- [Assignment]
Once the images are set aside, print the remaining lines below exactly.

##### Records shown

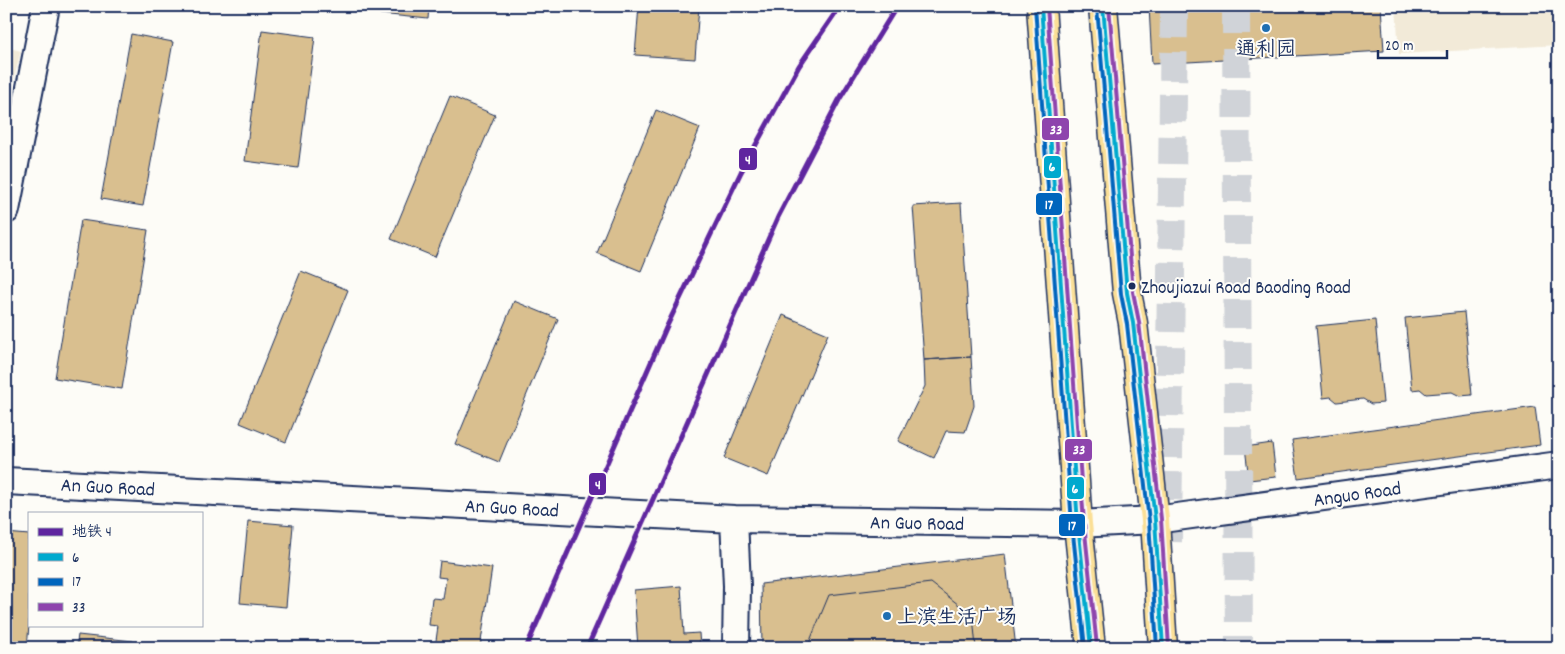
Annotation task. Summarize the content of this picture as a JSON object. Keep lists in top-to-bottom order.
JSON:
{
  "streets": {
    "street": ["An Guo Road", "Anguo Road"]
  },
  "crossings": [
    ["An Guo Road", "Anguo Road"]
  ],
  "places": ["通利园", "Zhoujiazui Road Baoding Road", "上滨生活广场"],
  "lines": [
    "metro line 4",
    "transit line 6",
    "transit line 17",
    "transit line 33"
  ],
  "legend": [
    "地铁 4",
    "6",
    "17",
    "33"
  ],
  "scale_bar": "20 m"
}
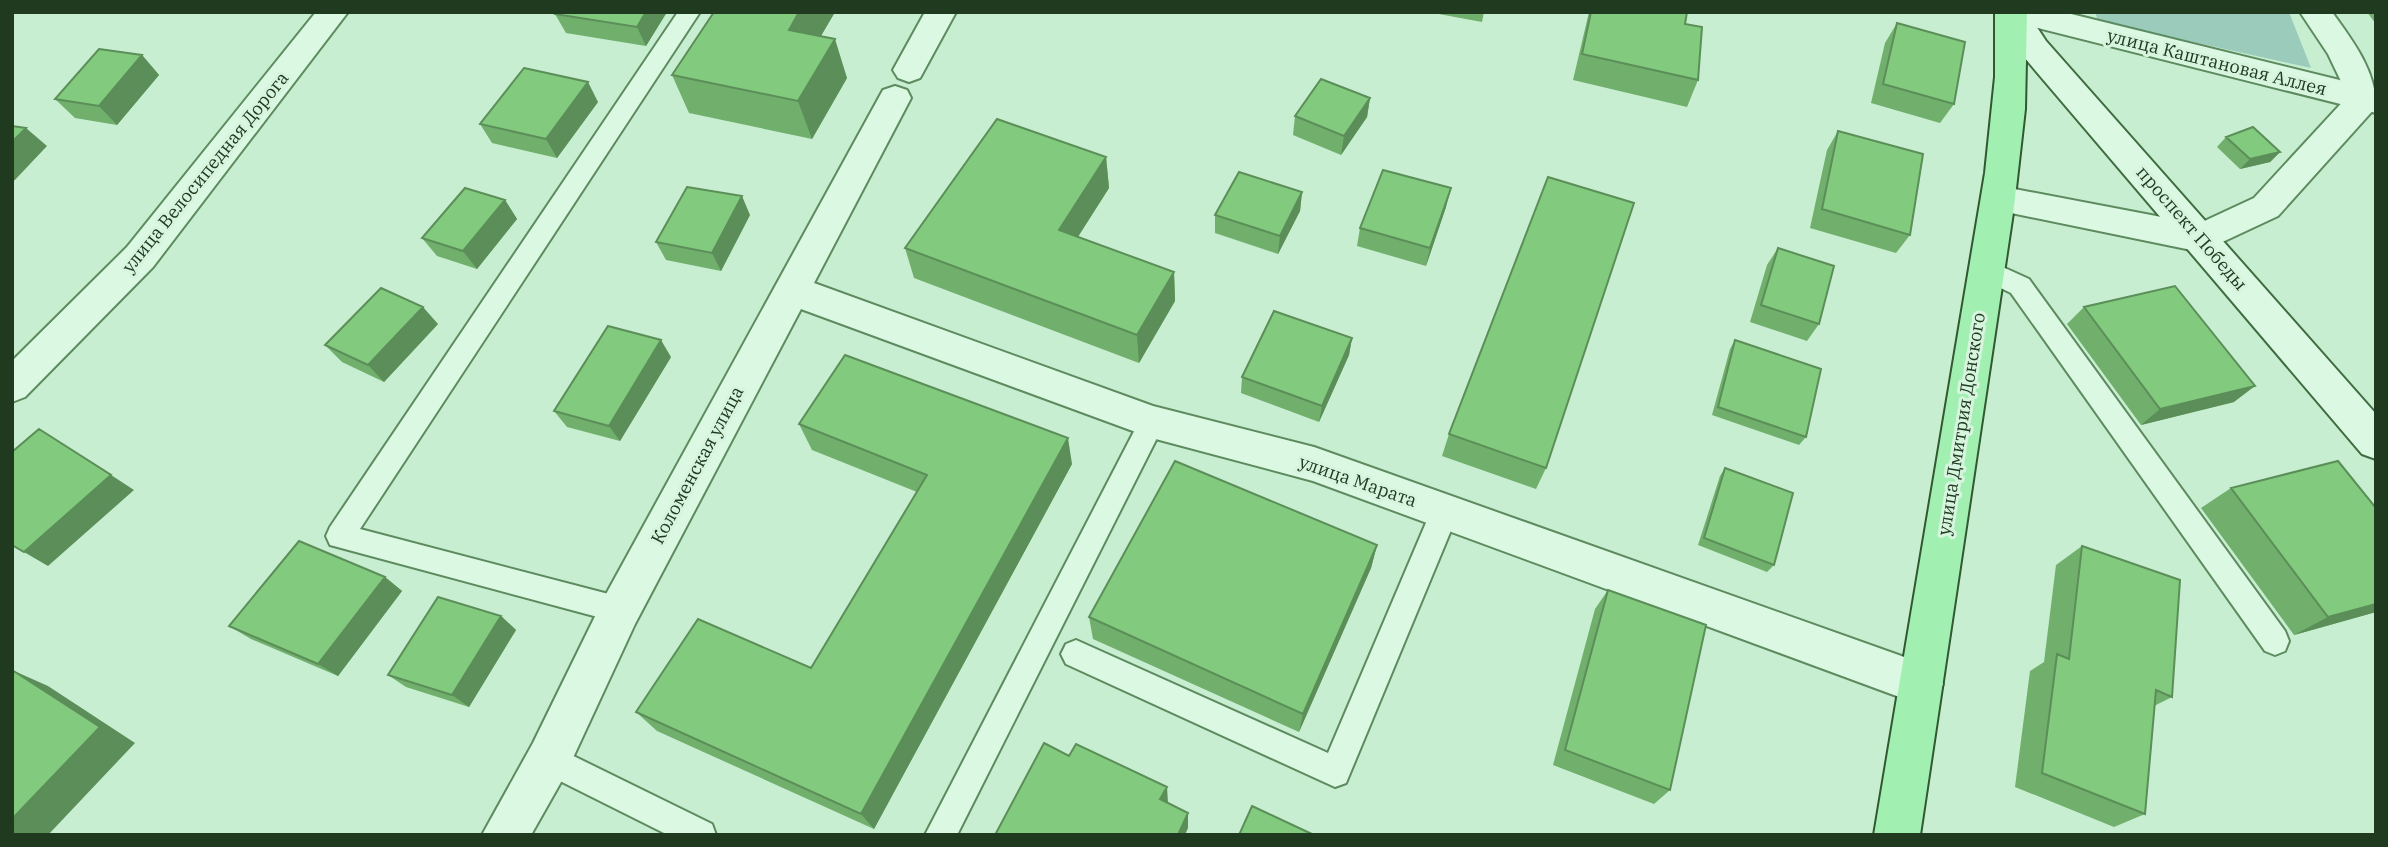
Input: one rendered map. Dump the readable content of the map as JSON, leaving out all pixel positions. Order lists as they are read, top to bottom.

##########

- [Reply to the task]
Annotation task. Summarize the content of this picture as a JSON object. Keep lists in top-to-bottom order.
JSON:
{
  "streets": {
    "street": ["An Guo Road", "Anguo Road"]
  },
  "crossings": [
    ["An Guo Road", "Anguo Road"]
  ],
  "places": ["通利园", "Zhoujiazui Road Baoding Road", "上滨生活广场"],
  "lines": [
    "metro line 4",
    "transit line 6",
    "transit line 17",
    "transit line 33"
  ],
  "legend": [
    "地铁 4",
    "6",
    "17",
    "33"
  ],
  "scale_bar": "20 m"
}
Input: one rendered map. Dump the readable content of the map as JSON, leaving out all pixel positions. Order lists as they are read, top to bottom.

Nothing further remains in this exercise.